How to check: Use grep/Grep to search for import statements:
Pattern: "import .* from ['\"]\./services/config"
File: src/commands/start.ts
6b. Export verification
Verify barrel files (index.ts) re-export expected symbols:
// Dynamic import check
const mod = await import('./src/index.ts');
const keys = Object.keys(mod);
// Verify expected exports are present
6c. Service instantiation
Verify services can be imported without errors (catches circular deps):
const imports = [
import('./src/services/config.ts'),
import('./src/services/logger.ts'),
// ... all services
];
const results = await Promise.allSettled(imports);
// All should be 'fulfilled'
Phase 7: BEHAVIORAL VERIFICATION (Level 3)

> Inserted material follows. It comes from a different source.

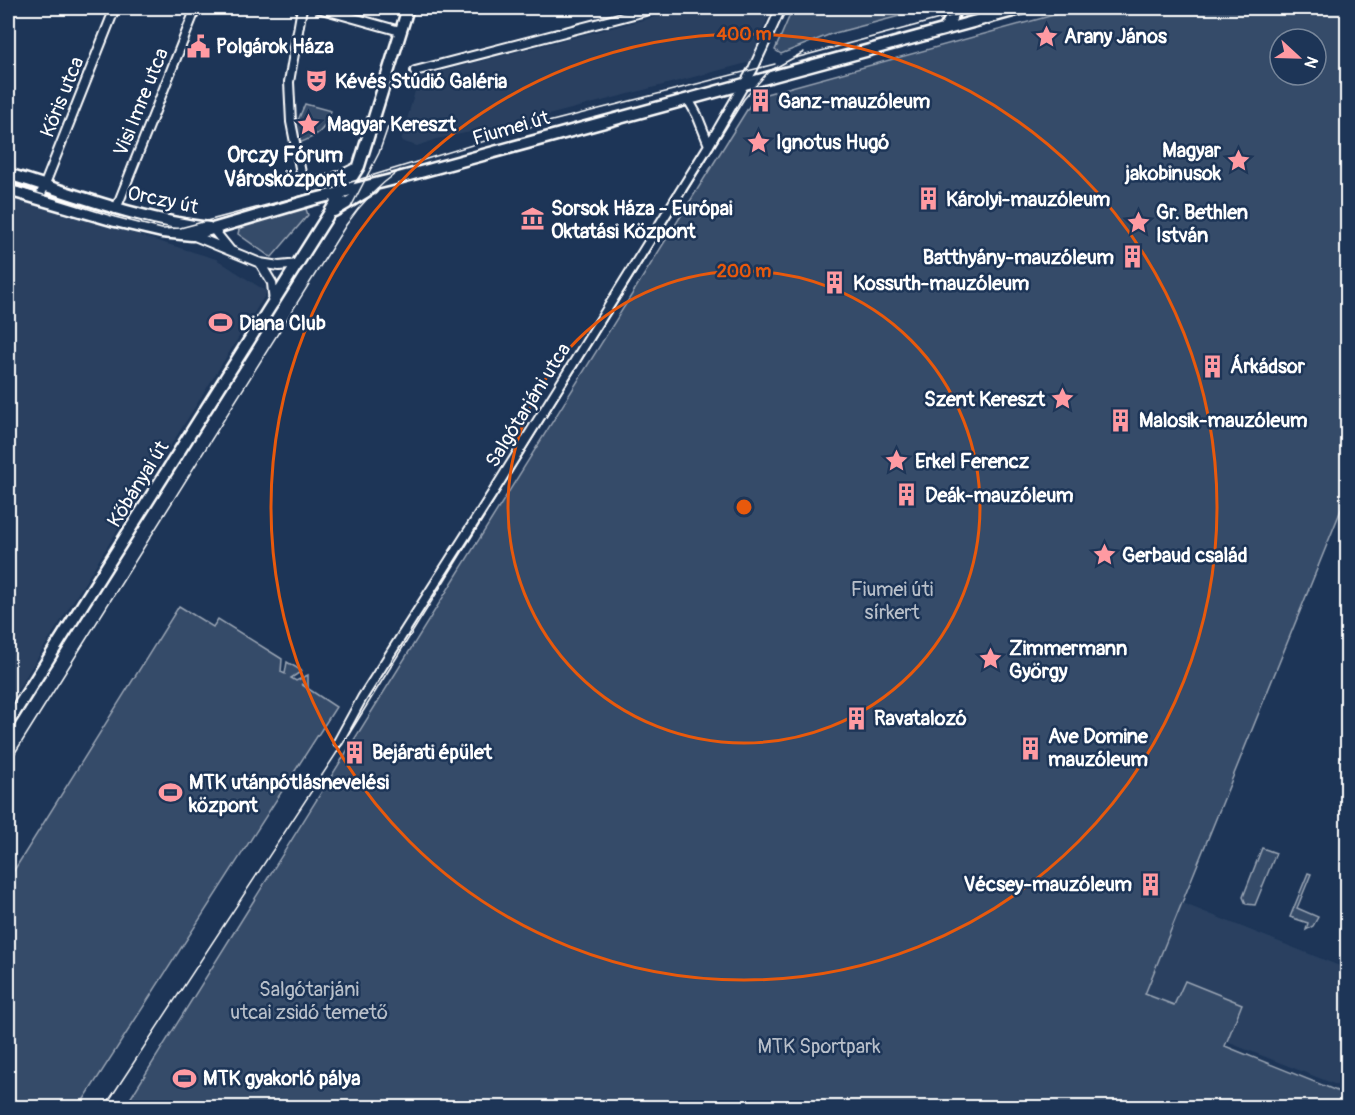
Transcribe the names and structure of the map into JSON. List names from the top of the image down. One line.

Question: Does the code WORK?
For every feature that passed wiring verification:
7a. Smoke test (first gate)
The project must build and start without errors:
# Build
npm run build
# Exits 0? Continue. Exits non-zero? BEHAVIORAL FAIL for ALL features.
# Start (quick check)
node dist/cli.js --help
# Exits 0? Continue. Exits non-zero? BEHAVIORAL FAIL for ALL features.
If smoke test fails, skip all other behavioral checks. Fix the build first.
7b. Quality gates
Run all quality gate commands:
npm run lint # Linter
npm run format # Formatter (check mode)
npm run typecheck # Type checker
npm test # Full test suite
Each must exit 0. Capture output for the traceability report.
7c. Generate outside-in acceptance tests
These are BLACK BOX tests. They treat the built application as an opaque artifact and poke it from the outside -- exactly like a real user or consumer would. They do NOT import source code. They do NOT call internal functions. They automate the app under test through its public interface.
Key principle: The acceptance test is an independent script that could be written in ANY language. A bash script can test a TypeScript CLI. A Python script can test a Go API. The test language does not need to match the project language. Pick whatever is most natural for automating the interface.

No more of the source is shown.